[MUSIC] Well, to move towards something that we
might be able to do, let's talk about what would change if we only knew the soft
assignments instead of hard assignments? That is, how would we estimate
our cluster parameters from a set of soft assignments of
observations to our set of clusters? Well now, instead of having
an observation in a single cluster and no other cluster, each observation is
really going to be in every cluster. It's going to have some split allocation
across our different clusters based on the responsibility vector,
the soft assignment of that observation. And so we're going to think about
how to update our cluster parameters based on allocating a single observation
to our entire set of clusters. So when we go to do maximum likelihood
estimation from soft assignments, what we're going to do is we're
going to form a data table where for every observation, every row of this
table, we're going to introduce a set of weights that correspond
to the responsibility vector. So this looks very similar to what we did
in boosting with weighted observations. But now instead of having a single weight
associated with each row, each different data point, we have a set of weights and
these set of weights sum to one. But just like in boosting
with weighted observations, these weights are going to modify our row operations that we're performing in
doing our maximum likelihood estimation. But when we have these split
allocations of data points across our multiple clusters, it's hard to think
about counting observations in a cluster. So in this case, what we can think about
doing is computing the total weight in each one of these clusters just some in
over the responsibilities in the cluster. And think of this as the effective
number of observations in each one of our clusters. And then what we're going to do is pretty
similar to what we did when we had hard assignments where we're going to
form cluster specific data tables. But now, instead of dividing up our data
table into here are the ones in cluster one, here are the ones in cluster two,
cluster three, every observation is going to appear in
each of these data tables because there is some responsibility taken by each
cluster for that observation. Of course it could be zero,
but generically, let's think of some responsibility for
cluster to a given observation. And so we're going to form a table
where we specify the cluster weights associated with each one
of our observations. So here would be the table
associated with cluster one and here's the table for
cluster two and cluster three. Then for each one of our clusters, we're
going to compute a maximum likelihood estimate of the cluster parameter but with these weights modifying the row
operations that we're doing.

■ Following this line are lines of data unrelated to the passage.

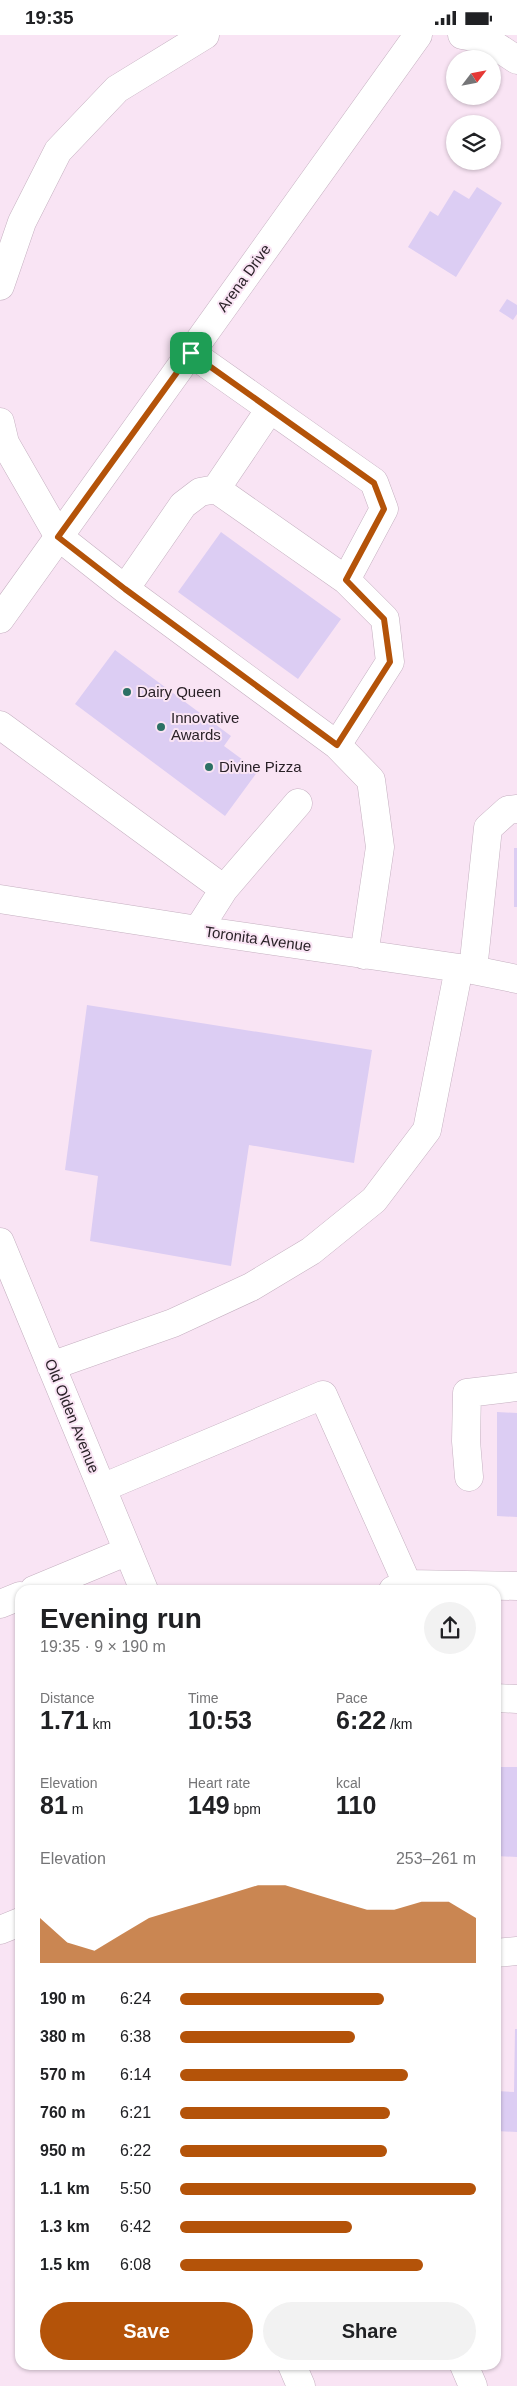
<!DOCTYPE html>
<html lang="en">
<head>
<meta charset="utf-8">
<style>
  :root { --surface:#fff; --page:#f2f2f2; --text:#202124; --muted:#757577; --accent:#b45309 }
  body { margin:0; font-family:Helvetica,sans-serif; background:var(--page); color:var(--text); height:100vh; display:flex; flex-direction:column; font-size:19px; white-space:nowrap }
  * { box-sizing:border-box; margin:0 }
  p { font-size:16px; color:var(--muted) }
  .icon { flex:none; width:28px; height:28px; fill:none; stroke:currentColor; stroke-width:2; stroke-linecap:round; stroke-linejoin:round }
  .map { position:relative; flex:1; overflow:hidden }
  .sheet { position:absolute; left:15px; top:1550px; width:486px; height:785px; display:flex; flex-direction:column; background:var(--surface); border-radius:15px; box-shadow:0 1px 4px #0004 }
  .sheet>* { flex:none }
  .needle { width:32px; rotate:58deg }
  .tools { position:absolute; left:446px; top:15px; display:grid; gap:10px }
  .tools a { display:grid; place-items:center; width:55px; height:55px; border-radius:50%; background:var(--surface); box-shadow:0 1px 4px #0004; font-size:25px }
  .pin { position:absolute; display:grid; place-items:center; width:42px; height:42px; color:#fff; margin:-21px; border-radius:10px; box-shadow:0 2px 8px #0006 }
  .round { display:grid; place-items:center; flex:none; width:52px; height:52px; border-radius:26px; background:var(--page) }
  .summary { display:flex; align-items:center; justify-content:space-between; height:85px; padding:0 25px }
  h1 { font-size:28px; font-weight:800; line-height:38px }
  .metrics { display:grid; grid-template-columns:repeat(3,1fr); gap:8px; height:85px; padding:5px 25px }
  .metrics div { display:grid; align-content:center }
  .metrics b { font-size:25px; font-weight:800 }
  .metrics small { font-size:14px; font-weight:400 }
  .metrics p { font-size:14px }
  .chart { height:140px; padding:10px 25px }
  .chart p { display:flex; justify-content:space-between }
  .chart svg { width:100%; height:90px; margin-top:5px; fill:var(--accent); opacity:.7 }
  .button { display:flex; gap:10px; margin-top:auto; padding:10px 25px }
  .button a { flex:1; height:58px; border-radius:30px; background:var(--accent); color:#fff; font-size:20px; font-weight:800; line-height:58px; text-align:center }
  .button a+a { background:var(--page); color:var(--text) }
  ul { padding:0 25px; list-style:none; font-size:16px }
  li { display:grid; grid-template-columns:80px 60px 1fr; align-items:center; height:38px }
  li i { height:12px; border-radius:6px; background:var(--accent) }
  .status { display:flex; justify-content:space-between; align-items:center; height:35px; padding:0 25px; background:var(--surface); direction:ltr }
  .status svg { height:14px; fill:currentColor }
  .map>svg:first-child { display:block }
  .building { fill:#dccdf3 }
  .lines { fill:none; stroke-linecap:round; stroke-linejoin:round }
  .minor-casing { stroke:#c5b0c0; stroke-width:29 }
  .major-casing { stroke:#c5b0c0; stroke-width:29 }
  .minor { stroke:#fff; stroke-width:28 }
  .major { stroke:#fff; stroke-width:28 }
  .route-casing { stroke:#fff; stroke-width:10 }
  .route { stroke:#b45309; stroke-width:6 }
  .poi-dot { fill:#2c7064; stroke:#f9e4f4; stroke-width:2 }
  .labels { text-anchor:middle; stroke-width:4; stroke-linejoin:round; paint-order:stroke }
  .street-label { font-size:15px; fill:#2a2228; stroke:#f9e4f4 }
  .poi-label { font-size:15px; fill:#2a2228; stroke:#f9e4f4; text-anchor:start }
</style>
</head>
<body>
<div class="status"><b>19:35</b><svg viewBox="0 0 49 12"><path d="M0 12V9h3v3zM5 12V6h3v6zM10 12V3h3v9zM15 12V0h3v12zM26 1h20v11H26zM47 4h2v5h-2z"/></svg></div>
<div class="map">
<svg width="517" height="2351" viewBox="0 0 517 2351">
  <rect width="100%" height="100%" fill="#f9e4f4"/>
  <path class="building" d="M477 152 502 168 456 242 408 212 430 176 438 181 454 155 469 164Z
    M507 264 517 270V279L513 285 499 276Z
    M221 497 341 584 298 644 178 557Z
    M115 615 231 701 224 711 258 736 225 781 75 669Z
    M514 813H517V872H514Z
    M87 970 372 1015 354 1128 249 1110 231 1231 90 1206 98 1141 65 1135Z
    M497 1377 517 1378V1482L497 1481Z
    M496 1732H517V1822L496 1821Z
    M515 1994H517V2097L496 2096V2056L514 2057Z"/>
  <g class="lines">
    <defs>
      <path id="minor" d="M462 0 485 4 517 25
        M0 251 22 187 58 116 117 54 205 0
        M191 318 374 447 384 474 346 545
        M0 387 5 408 59 502 125 554 337 710 371 745 380 812 364 920
        M216 454 346 545 385 584 390 627 337 710
        M125 554 183 470 200 457 216 454 270 374
        M0 690 224 854
        M0 864 198 895 473 935 517 944
        M198 895 224 854 298 768
        M473 935 488 793 508 775 517 774
        M0 1207 144 1555
        M51 1331 173 1288 251 1252 311 1216 374 1165 427 1095 459 933
        M469 1442 466 1406 467 1358 517 1352
        M102 1453 323 1360 410 1555
        M34 1555 128 1516
        M393 1555 407 1549 517 1551
        M0 1569 20 1561
        M496 1663 517 1664
        M0 1895 20 1887
        M496 1918 517 1916
        M292 2330 301 2351
        M464 2330 473 2351"/>
      <path id="major" d="M0 584 418 0"/>
    </defs>
    <use href="#minor" class="minor-casing"/>
    <use href="#major" class="major-casing"/>
    <use href="#minor" class="minor"/>
    <use href="#major" class="major"/>
  </g>
  <g class="lines">
    <defs>
      <path id="route" d="M191 318 374 448 384 474 346 545 384 584 390 627 337 710 125 554 58 502Z"/>
    </defs>
    <use href="#route" class="route-casing"/>
    <use href="#route" class="route"/>
  </g>
  <g class="poi-dot">
    <circle cx="127" cy="657" r="5"/>
    <circle cx="161" cy="692" r="5"/>
    <circle cx="209" cy="732" r="5"/>
  </g>
  <g class="labels">
    <g class="street-label">
      <text transform="translate(244 243) rotate(-54)" y="5">Arena Drive</text>
      <text transform="translate(258 904) rotate(8)" y="5">Toronita Avenue</text>
      <text transform="translate(72 1381) rotate(68)" y="5">Old Olden Avenue</text>
    </g>
    <g class="poi-label">
      <text x="137" y="662">Dairy Queen</text>
      <text x="171" y="688">Innovative<tspan x="171" dy="17">Awards</tspan></text>
      <text x="219" y="737">Divine Pizza</text>
    </g>
  </g>
</svg>
<div class="tools">
<a><svg class="needle" viewBox="-14 -14 28 28"><path d="M0-13l5 13h-10z" fill="#e53935"/><path d="M0 13l5-13h-10z" fill="#757577"/></svg></a>
<a><svg class="icon" aria-label="layers" viewBox="0 0 24 24"><path d="M12 4l9 5-9 5-9-5zM3 14l9 5 9-5"/></svg></a>
</div>
<div class="pin" style="left:191px;top:318px;background:#1e9e55"><svg class="icon" aria-label="arrive" viewBox="0 0 24 24"><path d="M6 21V4h12l-3 4 3 4H6"/></svg></div>
<section class="sheet">
<div class="summary"><div><h1>Evening run</h1><p>19:35 · 9 × 190 m</p></div><a class="round"><svg class="icon" aria-label="share" viewBox="0 0 24 24"><path d="M12 15V3M7 8l5-5 5 5M5 13v7h14v-7"/></svg></a></div>
<div class="metrics">
<div><p>Distance</p><b>1.71<small> km</small></b></div>
<div><p>Time</p><b>10:53</b></div>
<div><p>Pace</p><b>6:22<small> /km</small></b></div>
</div>
<div class="metrics">
<div><p>Elevation</p><b>81<small> m</small></b></div>
<div><p>Heart rate</p><b>149<small> bpm</small></b></div>
<div><p>kcal</p><b>110</b></div>
</div>
<div class="chart"><p><span>Elevation</span>253–261 m</p>
<svg viewBox="0 0 160 44" preserveAspectRatio="none"><path d="M0 44V22L10 34L20 38L30 30L40 22L50 18L60 14L70 10L80 6L90 6L100 10L110 14L120 18L130 18L140 14L150 14L160 22V44z"/></svg>
</div>
<ul>
<li><b>190 m</b>6:24<i style="width:69%"></i></li>
<li><b>380 m</b>6:38<i style="width:59%"></i></li>
<li><b>570 m</b>6:14<i style="width:77%"></i></li>
<li><b>760 m</b>6:21<i style="width:71%"></i></li>
<li><b>950 m</b>6:22<i style="width:70%"></i></li>
<li><b>1.1 km</b>5:50<i style="width:100%"></i></li>
<li><b>1.3 km</b>6:42<i style="width:58%"></i></li>
<li><b>1.5 km</b>6:08<i style="width:82%"></i></li>
</ul>
<div class="button"><a>Save</a><a>Share</a></div>
</section>
</div>
</body>
</html>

So here are updated maximum likelihood
estimates where we're accounting for weights on our observation
which we see here. So in particular we see
that every row operations. So every time we're touching a given data element xi it's going
to be multiplied by rik. And the other thing I want to know is
that when we're computing the total number of observations in the cluster,
now we're going to call this Nk soft, based on our set of soft assignment. And this is going to be the effective
number of observations in that cluster which is just the sum of
the responsibilities in that cluster. We do a similar modification when we
go to estimate our cluster proportions. Where now instead of calculating the total
number of observations in a cluster, we compute the effective number
of observations in that cluster. And then we simply divide by the total
number of observations to the data set which is equivalent to the total
effective number of observation, just the sum of this vector here. So an equations are updated
estimate of our cluster proportions is written as follows where
we simply replace Nk with this Nksoft. Note that if our response for
these just took values zero or one, that is if we were making hard
assignments of observations to a cluster. Then things would just default back to
what we showed in the previous section. So in particular we can think of
this responsibility vector which now just has a single one
in one of these clusters as representing a one-hot encoding
of the cluster assignment. So to see the equivalence
between what we have here and what we showed in the previous section
we can look at our set of equations for our maximum likely or
the estimates based on soft assignments. And we can show that if we
actually plug in hard assignments then we get out the set of equations
we presented in section 2A. So to begin with we can look at our
estimate of the cluster proportions and note that if rik,
just takes values in the set zero or one. Then what this sum is going to
be is we're just going to count. Observation i In cluster k if rik equals one. So this sum here is just going to
default to counting the number of observations in cluster k. And that's exactly what we had before, and
now if we go to our estimate of the mean. And when we think about
multiplying by rik, we're only going to be
adding xi to this sum, we remember here our sum is over all
the data points if xi is in cluster k. So only add xi if i is in k, that is if rik equals one. And in this case this equation
would reduce to one over Nk sum i in cluster k xi which again
is exactly what we had before. And finally for
estimate of the covariance it's going to be the same as above where
we're only going to be adding these outer products if
observation i is in cluster k. And things are going to
default to the same equation as in the hard assignment case. And just to make this explicit, it's 1 over NK sum i in k,
xi minus mu hat k, xi minus mu hat k transpose. So this at least serves as a little sanity
check that the equations that we presented in this section for our maximum likelihood
estimates based on soft assignments might at least not be wrong because
we showed that if we plug in a hard assignment we got out
the maximum likely or the estimates that we knew
to be true from before. What we've seen in this is that based
just on soft assignments it's still straight forward to compute our
estimates of the cluster parameters. [MUSIC]